Heutiger Gast der 16. Folge des merchantday Podcasts ist Prof. Dr. Tobias-Benedikt Blask. Aktuell ist er Dozent und Professor für Digital Advertising an der öffentlichen Hochschule der Medien in Stuttgart. Tobias kommt selbst aus der Praxis und stellt das Thema Digitalmarketing aus Dozentensicht den Studierenden und nun auch uns anschaulich dar.

Klicken Sie auf den unteren Button, um den Inhalt von merchantday.podigee.io zu laden.

Inhalt laden

Was ist seine Motivation sein Wissen an der Hochschule weiterzugeben?

Tobias interessierte sich schon immer sehr für die Werbe- und Marketingbranche. Nach seinem Studium wurde er auf eine offene Stelle an der Leuphana Universität Lüneburg aufmerksam. Es handelte sich um eine Stelle im Bereich der Wirtschaftsinformatik für eine Promotion zum Thema Online-Marketing und quantitative Forschungsmethoden. Auf diese interessante Stelle bewarb er sich und wurde eingestellt. Dort arbeitete er für eine längere Zeit und lernte in dem Kontext auch seine Mitgründer kennen. Gemeinsam gründeten sie das Unternehmen das Unternehmen Adference. Freiberuflich baute er noch Websites für einige große Kunden zusammen.

Wie man sieht, interessierte sich Tobias interessierte schon immer für Forschung und Lehre. Jahrelang arbeitete er gleichzeitig im Lehrauftrag, an der Promotion und seinem eigenen Unternehmen. Als er irgendwann die Professur an der Hochschule der Medien in Stuttgart sah, wusste er die Stelle ist wie für ihn gemacht.

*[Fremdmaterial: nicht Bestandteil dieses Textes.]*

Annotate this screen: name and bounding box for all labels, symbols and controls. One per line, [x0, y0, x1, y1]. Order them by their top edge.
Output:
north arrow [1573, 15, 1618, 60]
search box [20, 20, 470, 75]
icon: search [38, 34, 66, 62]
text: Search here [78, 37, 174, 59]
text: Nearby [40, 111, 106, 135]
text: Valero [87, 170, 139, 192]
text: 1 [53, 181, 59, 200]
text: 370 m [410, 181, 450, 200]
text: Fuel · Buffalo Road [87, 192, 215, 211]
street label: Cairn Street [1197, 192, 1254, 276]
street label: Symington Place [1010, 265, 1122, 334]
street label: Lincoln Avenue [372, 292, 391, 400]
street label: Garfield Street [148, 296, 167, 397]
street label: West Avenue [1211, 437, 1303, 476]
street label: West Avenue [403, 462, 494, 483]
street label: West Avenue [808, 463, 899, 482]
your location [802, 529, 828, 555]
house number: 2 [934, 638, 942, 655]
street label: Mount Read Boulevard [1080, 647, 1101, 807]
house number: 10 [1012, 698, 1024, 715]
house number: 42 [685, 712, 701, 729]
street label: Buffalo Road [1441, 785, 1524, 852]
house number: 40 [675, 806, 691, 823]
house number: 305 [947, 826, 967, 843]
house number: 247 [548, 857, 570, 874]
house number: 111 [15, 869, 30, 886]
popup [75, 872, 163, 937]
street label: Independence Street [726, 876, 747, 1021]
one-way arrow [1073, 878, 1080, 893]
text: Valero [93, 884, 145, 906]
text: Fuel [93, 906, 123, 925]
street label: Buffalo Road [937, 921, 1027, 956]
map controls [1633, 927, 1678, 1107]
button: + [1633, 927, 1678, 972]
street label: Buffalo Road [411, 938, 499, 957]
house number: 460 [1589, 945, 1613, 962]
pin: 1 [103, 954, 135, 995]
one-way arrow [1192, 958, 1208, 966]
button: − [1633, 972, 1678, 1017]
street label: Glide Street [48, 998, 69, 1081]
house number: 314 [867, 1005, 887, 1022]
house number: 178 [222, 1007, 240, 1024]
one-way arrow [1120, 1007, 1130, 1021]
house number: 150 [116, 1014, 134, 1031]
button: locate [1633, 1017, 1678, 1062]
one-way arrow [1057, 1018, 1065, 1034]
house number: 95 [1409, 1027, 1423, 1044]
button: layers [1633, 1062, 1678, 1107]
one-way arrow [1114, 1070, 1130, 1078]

Was ist überhaupt Adference?

Adference ist sowohl der Name seiner gegründeten Agentur als auch das selbstentwickelte Software Service-Tool der Agentur. Dieses richtet sich stark auf Performance Marketing aus und steuert Gebote, Budgets sowie Kampagnen. Ursprünglich wurde es für Google AdWords entwickelt. Mittlerweile wurden noch weitere Features wie ein Preisvergleich zum Thema CSS aufgebaut. Adference hilft Unternehmen ihre Ziele mit gesetztem Werbebudget zu erreichen und arbeitet sowohl mit Google als auch mit Amazon.

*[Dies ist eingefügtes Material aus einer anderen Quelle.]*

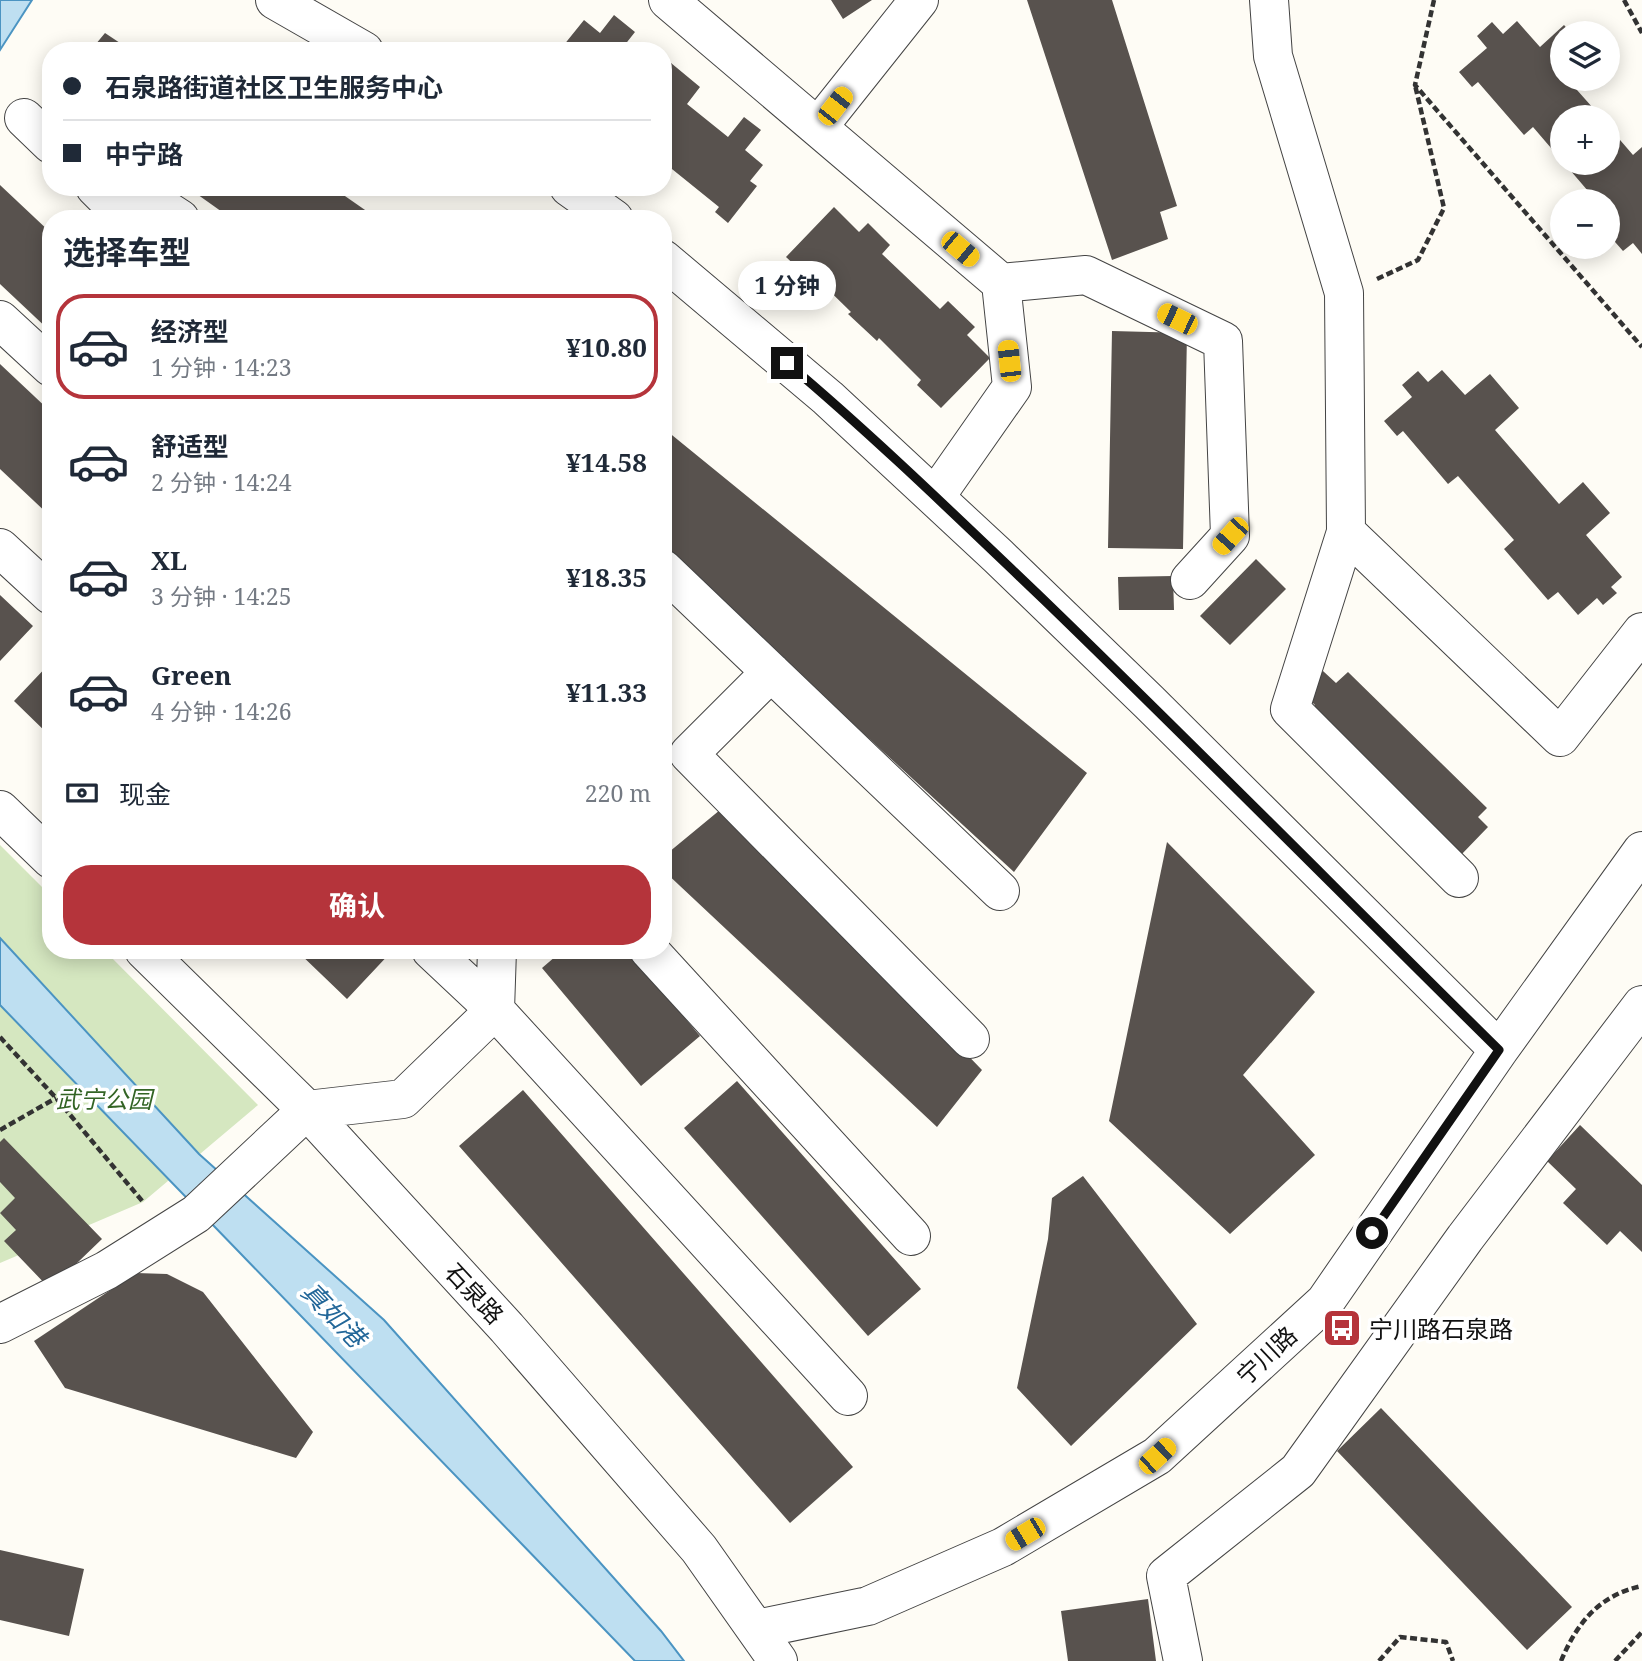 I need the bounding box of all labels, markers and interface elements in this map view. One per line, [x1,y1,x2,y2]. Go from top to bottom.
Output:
map controls [1550,21,1620,259]
button: layers [1550,21,1620,91]
text: 石泉路街道社区卫生服务中心 [105,69,443,105]
car [814,83,857,129]
button: + [1550,105,1620,175]
text: 中宁路 [105,136,183,172]
button: − [1550,189,1620,259]
car [938,227,983,271]
text: 选择车型 [63,230,191,273]
callout: 1 分钟 [738,262,836,310]
text: 1 分钟 [755,269,819,301]
car [1154,300,1201,338]
text: 经济型 [151,313,229,349]
icon: car [67,315,130,378]
text: ¥10.80 [566,329,647,365]
car [997,339,1022,383]
route end [771,347,803,379]
text: 1 分钟 · 14:23 [151,351,292,383]
text: 舒适型 [151,428,229,464]
icon: car [67,430,130,493]
text: ¥14.58 [566,444,647,480]
text: 2 分钟 · 14:24 [151,466,292,498]
car [1209,513,1252,559]
text: XL [151,542,187,578]
icon: car [67,545,130,608]
text: ¥18.35 [566,559,647,595]
text: 3 分钟 · 14:25 [151,580,292,612]
text: Green [151,657,232,693]
icon: car [67,660,130,723]
text: ¥11.33 [566,674,647,710]
text: 4 分钟 · 14:26 [151,695,292,727]
icon: cash [63,774,101,812]
text: 现金 [119,776,171,812]
text: 220 m [585,777,651,809]
button: 确认 [63,865,651,945]
park label: 武宁公园 [56,1082,155,1115]
route start [1356,1217,1388,1249]
street label: 石泉路 [438,1255,512,1331]
water label: 真如港 [294,1273,377,1357]
bus stop icon: 宁川路石泉路 [1321,1307,1363,1349]
place label: 宁川路石泉路 [1369,1312,1513,1345]
street label: 宁川路 [1228,1318,1304,1392]
car [1135,1434,1180,1478]
car [1002,1514,1049,1554]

Lassen sich seine praktischen Erkenntnisse aus Adference in der Arbeit als Dozent unterbringen?

Generell gibt es als Antwort auf diese Frage mehrere Perspektiven. Es hilft einem in jedem Fall, wenn man bereits ausreichend Referenzen hat, dass man als Dozent die vorgetragenen Lerninhalte schon in der Praxis angewandt hat. Somit hat man die Möglichkeit viel aus dem Nähkästchen plaudern ohne zu viel Preis zu geben. Gezieltes Arbeiten mit einem riesigen Datensatz, aus denen man die Erkenntnisse gezogen hat, wirken glaubwürdiger. Des Weiteren verfügt man über umfassende Kenntnisse und ein gutes Gefühl, was in der Praxis tatsächlich passiert. Man möchte den Studierenden hilfreiche Fähigkeiten vermitteln und beibringen, womit sie am Ende auf dem Arbeitsmarkt überzeugen können.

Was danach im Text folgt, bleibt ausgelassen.